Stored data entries
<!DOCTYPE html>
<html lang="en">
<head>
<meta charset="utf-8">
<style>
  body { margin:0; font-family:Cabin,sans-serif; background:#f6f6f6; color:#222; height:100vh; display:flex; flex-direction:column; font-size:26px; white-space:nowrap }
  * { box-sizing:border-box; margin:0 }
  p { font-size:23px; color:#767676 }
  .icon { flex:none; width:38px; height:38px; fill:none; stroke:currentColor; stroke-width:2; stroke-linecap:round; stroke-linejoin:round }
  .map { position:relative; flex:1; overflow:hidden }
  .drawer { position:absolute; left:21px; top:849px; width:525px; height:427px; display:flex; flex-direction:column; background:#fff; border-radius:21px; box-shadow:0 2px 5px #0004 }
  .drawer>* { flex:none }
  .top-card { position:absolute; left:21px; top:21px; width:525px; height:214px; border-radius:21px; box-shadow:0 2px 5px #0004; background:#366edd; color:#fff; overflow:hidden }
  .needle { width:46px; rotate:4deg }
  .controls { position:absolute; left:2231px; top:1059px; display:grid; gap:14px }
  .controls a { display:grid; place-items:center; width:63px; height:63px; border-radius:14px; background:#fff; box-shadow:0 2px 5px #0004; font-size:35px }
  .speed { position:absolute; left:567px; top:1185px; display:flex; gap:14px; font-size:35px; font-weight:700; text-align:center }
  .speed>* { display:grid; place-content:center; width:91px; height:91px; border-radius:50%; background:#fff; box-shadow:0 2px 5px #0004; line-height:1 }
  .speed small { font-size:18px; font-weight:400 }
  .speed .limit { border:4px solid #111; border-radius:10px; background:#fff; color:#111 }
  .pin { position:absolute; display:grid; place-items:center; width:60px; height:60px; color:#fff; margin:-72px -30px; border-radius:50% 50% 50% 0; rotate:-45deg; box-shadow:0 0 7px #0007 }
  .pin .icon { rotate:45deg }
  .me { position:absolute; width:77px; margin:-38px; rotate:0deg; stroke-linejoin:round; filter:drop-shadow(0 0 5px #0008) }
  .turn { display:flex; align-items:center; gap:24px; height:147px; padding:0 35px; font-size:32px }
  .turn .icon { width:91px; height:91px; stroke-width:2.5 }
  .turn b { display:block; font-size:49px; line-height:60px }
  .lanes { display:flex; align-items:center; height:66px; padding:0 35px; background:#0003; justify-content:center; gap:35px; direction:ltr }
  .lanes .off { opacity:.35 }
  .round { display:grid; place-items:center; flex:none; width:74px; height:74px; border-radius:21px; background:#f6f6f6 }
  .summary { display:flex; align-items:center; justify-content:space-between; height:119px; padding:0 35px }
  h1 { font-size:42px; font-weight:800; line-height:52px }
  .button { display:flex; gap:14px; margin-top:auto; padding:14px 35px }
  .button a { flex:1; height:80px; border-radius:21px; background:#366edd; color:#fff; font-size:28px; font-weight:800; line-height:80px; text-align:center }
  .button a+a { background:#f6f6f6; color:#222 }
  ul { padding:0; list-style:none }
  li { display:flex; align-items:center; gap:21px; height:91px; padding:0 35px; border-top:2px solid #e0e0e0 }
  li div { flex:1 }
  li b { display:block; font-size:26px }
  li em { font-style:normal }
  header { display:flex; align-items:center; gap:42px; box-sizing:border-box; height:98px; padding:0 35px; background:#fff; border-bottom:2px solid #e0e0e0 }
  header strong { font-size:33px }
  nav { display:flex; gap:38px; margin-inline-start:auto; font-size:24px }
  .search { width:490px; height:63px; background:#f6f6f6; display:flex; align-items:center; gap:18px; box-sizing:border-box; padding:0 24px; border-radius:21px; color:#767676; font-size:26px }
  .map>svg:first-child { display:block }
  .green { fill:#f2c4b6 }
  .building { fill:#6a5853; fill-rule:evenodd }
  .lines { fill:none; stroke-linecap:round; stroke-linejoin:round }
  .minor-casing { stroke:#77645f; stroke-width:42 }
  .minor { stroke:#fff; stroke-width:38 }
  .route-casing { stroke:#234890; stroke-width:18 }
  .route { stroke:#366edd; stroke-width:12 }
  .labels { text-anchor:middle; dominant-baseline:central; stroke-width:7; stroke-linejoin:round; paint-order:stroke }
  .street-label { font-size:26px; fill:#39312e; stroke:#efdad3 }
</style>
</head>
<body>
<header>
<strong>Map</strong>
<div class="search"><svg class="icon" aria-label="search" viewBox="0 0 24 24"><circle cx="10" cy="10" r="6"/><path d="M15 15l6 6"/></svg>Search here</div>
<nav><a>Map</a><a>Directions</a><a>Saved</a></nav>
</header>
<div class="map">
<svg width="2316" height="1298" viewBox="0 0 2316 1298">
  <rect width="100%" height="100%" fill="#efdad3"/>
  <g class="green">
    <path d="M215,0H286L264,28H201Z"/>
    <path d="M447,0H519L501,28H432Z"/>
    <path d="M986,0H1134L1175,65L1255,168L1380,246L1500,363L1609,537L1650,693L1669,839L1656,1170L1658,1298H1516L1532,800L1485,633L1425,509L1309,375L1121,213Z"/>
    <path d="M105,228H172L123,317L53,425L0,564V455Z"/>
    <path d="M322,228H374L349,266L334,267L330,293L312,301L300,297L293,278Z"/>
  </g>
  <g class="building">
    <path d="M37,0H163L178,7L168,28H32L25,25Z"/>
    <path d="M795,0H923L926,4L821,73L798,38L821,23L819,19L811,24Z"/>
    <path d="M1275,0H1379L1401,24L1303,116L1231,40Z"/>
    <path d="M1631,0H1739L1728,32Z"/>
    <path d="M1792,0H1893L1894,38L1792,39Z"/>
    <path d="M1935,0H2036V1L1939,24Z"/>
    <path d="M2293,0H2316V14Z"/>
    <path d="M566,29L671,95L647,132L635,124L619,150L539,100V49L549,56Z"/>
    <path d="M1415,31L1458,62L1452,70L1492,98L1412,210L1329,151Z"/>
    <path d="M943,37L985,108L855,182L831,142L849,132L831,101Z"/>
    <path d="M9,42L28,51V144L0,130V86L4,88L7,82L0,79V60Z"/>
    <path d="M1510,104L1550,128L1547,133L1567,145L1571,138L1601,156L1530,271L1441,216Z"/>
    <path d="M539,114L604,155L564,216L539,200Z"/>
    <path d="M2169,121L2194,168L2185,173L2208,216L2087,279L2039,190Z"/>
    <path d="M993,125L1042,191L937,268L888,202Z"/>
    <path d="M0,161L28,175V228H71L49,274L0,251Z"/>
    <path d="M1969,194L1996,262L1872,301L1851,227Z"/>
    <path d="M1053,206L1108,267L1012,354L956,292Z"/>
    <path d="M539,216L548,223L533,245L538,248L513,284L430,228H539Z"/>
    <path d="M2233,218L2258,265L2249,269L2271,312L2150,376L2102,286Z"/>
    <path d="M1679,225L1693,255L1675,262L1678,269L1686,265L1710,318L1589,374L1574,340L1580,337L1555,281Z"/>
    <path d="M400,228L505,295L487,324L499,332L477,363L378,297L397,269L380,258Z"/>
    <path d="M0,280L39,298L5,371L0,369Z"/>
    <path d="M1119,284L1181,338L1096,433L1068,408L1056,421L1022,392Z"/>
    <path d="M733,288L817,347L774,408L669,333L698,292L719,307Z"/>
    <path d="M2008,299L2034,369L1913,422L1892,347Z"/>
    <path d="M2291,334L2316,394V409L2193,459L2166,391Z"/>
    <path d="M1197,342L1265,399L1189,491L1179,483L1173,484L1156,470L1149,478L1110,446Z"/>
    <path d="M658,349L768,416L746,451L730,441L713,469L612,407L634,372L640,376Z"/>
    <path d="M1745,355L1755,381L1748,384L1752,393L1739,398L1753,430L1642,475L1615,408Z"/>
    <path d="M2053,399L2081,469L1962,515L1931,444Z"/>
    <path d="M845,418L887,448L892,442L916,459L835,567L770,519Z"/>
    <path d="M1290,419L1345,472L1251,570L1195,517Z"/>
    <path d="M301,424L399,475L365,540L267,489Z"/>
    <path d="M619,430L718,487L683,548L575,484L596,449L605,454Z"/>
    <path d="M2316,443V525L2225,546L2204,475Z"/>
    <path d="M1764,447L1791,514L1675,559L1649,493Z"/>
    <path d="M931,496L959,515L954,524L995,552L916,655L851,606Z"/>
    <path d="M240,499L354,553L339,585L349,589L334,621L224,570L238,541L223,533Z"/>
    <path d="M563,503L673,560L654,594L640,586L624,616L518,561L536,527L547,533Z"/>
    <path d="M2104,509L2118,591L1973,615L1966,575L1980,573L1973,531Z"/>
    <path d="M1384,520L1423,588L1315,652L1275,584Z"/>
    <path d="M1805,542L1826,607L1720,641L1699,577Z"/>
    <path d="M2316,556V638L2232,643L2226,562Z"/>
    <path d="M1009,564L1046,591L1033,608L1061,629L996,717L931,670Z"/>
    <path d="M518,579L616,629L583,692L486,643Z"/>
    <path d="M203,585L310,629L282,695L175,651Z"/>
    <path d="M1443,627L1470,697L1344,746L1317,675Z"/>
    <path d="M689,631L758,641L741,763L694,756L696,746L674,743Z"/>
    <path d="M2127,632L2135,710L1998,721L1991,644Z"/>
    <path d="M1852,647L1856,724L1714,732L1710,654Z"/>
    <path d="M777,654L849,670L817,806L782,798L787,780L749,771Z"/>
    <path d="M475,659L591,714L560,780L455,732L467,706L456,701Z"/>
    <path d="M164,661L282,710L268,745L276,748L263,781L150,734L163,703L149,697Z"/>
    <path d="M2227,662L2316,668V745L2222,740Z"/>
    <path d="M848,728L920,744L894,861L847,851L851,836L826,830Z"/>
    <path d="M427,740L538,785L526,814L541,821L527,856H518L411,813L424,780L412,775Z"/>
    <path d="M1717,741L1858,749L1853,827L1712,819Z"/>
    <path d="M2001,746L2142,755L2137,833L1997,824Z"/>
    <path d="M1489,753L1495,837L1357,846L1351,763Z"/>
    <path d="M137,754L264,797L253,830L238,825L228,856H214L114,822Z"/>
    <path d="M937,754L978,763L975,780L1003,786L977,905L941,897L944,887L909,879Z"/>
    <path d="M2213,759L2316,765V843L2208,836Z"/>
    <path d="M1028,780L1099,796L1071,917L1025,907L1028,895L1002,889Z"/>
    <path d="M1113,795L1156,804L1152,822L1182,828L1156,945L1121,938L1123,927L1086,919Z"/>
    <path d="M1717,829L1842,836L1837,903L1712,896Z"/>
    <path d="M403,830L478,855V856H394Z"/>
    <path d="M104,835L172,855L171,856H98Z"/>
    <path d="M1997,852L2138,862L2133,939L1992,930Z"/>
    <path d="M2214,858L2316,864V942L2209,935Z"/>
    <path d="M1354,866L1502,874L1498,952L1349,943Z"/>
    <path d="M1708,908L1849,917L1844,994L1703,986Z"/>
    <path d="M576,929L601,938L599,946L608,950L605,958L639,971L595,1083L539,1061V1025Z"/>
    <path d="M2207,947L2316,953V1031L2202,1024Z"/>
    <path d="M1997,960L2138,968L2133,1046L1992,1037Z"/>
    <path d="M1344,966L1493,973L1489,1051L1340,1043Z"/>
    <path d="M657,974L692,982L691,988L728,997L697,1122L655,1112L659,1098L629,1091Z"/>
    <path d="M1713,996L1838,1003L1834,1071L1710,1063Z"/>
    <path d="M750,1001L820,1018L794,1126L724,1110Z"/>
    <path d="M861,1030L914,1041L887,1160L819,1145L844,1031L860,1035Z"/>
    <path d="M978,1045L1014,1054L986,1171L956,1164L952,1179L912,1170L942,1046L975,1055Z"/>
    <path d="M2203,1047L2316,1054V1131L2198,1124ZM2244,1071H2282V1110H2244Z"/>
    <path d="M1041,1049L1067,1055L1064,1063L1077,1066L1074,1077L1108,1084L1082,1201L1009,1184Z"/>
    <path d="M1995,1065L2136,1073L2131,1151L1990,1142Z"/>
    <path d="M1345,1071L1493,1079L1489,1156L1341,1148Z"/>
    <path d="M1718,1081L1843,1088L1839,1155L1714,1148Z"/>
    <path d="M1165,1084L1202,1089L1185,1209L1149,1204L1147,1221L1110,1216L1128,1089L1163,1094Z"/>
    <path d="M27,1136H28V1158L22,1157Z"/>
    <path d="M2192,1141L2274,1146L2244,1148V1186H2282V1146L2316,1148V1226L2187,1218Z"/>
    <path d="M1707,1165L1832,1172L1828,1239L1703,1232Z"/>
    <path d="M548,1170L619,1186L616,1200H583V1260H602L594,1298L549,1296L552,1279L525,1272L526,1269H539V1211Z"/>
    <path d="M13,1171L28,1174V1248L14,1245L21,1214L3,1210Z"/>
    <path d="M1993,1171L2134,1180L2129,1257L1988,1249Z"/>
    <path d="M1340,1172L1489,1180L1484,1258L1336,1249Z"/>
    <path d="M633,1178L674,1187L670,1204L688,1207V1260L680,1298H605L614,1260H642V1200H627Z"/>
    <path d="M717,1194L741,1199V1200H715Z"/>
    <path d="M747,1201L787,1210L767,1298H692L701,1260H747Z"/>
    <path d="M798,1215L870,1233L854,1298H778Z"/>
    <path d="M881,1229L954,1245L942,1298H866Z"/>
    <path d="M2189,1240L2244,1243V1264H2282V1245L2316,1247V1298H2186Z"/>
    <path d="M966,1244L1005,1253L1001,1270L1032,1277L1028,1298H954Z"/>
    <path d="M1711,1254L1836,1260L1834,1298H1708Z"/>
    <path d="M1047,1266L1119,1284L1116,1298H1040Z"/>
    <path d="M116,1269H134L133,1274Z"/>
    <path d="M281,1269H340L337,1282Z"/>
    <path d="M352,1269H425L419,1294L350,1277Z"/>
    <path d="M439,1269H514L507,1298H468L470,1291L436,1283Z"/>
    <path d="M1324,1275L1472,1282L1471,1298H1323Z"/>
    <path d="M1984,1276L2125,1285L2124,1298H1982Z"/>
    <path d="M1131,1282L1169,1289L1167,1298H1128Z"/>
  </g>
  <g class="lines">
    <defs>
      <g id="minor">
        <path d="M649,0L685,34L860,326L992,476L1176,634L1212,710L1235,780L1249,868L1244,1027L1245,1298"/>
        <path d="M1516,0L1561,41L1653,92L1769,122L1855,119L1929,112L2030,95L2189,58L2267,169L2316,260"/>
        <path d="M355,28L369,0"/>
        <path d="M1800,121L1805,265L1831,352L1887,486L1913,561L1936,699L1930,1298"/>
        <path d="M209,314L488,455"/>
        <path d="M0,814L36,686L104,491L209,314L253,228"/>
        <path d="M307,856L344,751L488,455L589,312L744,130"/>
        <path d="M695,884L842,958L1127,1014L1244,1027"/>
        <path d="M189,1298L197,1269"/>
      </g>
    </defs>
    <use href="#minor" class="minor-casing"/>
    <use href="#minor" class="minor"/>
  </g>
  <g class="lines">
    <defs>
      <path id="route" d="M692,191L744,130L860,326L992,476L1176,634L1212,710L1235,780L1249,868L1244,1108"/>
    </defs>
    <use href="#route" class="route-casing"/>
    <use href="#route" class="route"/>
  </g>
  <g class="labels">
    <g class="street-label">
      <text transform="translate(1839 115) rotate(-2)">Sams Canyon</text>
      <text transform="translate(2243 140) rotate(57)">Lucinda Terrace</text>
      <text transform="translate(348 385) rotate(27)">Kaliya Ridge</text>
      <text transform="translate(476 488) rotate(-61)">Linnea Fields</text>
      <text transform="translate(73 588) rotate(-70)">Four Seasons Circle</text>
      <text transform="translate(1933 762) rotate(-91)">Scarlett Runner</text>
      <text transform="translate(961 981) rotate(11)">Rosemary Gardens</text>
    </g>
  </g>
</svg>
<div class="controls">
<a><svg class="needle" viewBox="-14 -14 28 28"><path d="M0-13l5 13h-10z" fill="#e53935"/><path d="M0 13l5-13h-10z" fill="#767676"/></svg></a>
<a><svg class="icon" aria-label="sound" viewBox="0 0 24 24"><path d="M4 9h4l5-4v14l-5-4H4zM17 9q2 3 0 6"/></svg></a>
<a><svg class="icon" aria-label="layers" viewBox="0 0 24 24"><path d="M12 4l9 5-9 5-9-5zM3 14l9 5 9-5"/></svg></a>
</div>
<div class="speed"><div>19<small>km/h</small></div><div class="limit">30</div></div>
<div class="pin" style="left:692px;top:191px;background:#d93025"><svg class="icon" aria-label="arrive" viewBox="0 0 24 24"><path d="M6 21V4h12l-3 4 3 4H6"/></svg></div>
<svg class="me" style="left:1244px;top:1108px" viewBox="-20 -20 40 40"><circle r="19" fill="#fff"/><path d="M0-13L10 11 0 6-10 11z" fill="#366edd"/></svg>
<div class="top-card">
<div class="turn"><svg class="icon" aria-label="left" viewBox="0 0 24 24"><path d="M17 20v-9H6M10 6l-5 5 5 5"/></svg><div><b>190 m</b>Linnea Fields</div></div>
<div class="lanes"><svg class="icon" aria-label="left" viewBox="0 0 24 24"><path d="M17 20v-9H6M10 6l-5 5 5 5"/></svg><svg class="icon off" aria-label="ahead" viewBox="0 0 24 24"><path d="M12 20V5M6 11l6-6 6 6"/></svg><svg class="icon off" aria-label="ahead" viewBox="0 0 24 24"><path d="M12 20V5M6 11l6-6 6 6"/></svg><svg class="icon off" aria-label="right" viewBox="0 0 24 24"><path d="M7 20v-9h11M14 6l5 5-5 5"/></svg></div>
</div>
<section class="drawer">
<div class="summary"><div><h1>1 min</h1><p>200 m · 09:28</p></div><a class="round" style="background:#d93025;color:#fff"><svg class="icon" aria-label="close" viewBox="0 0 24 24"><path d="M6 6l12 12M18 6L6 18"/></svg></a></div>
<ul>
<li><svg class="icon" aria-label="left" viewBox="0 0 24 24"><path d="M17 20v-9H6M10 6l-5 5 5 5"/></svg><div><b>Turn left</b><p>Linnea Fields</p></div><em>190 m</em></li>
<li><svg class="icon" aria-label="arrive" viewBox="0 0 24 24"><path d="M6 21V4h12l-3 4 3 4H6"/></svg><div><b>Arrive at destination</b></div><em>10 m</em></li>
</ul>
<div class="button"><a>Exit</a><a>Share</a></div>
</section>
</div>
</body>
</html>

**EXERCISE AIM**
Copy each line containing the word "linecap" from the data.

**YOUR RESPONSE**
  .icon { flex:none; width:38px; height:38px; fill:none; stroke:currentColor; stroke-width:2; stroke-linecap:round; stroke-linejoin:round }
  .lines { fill:none; stroke-linecap:round; stroke-linejoin:round }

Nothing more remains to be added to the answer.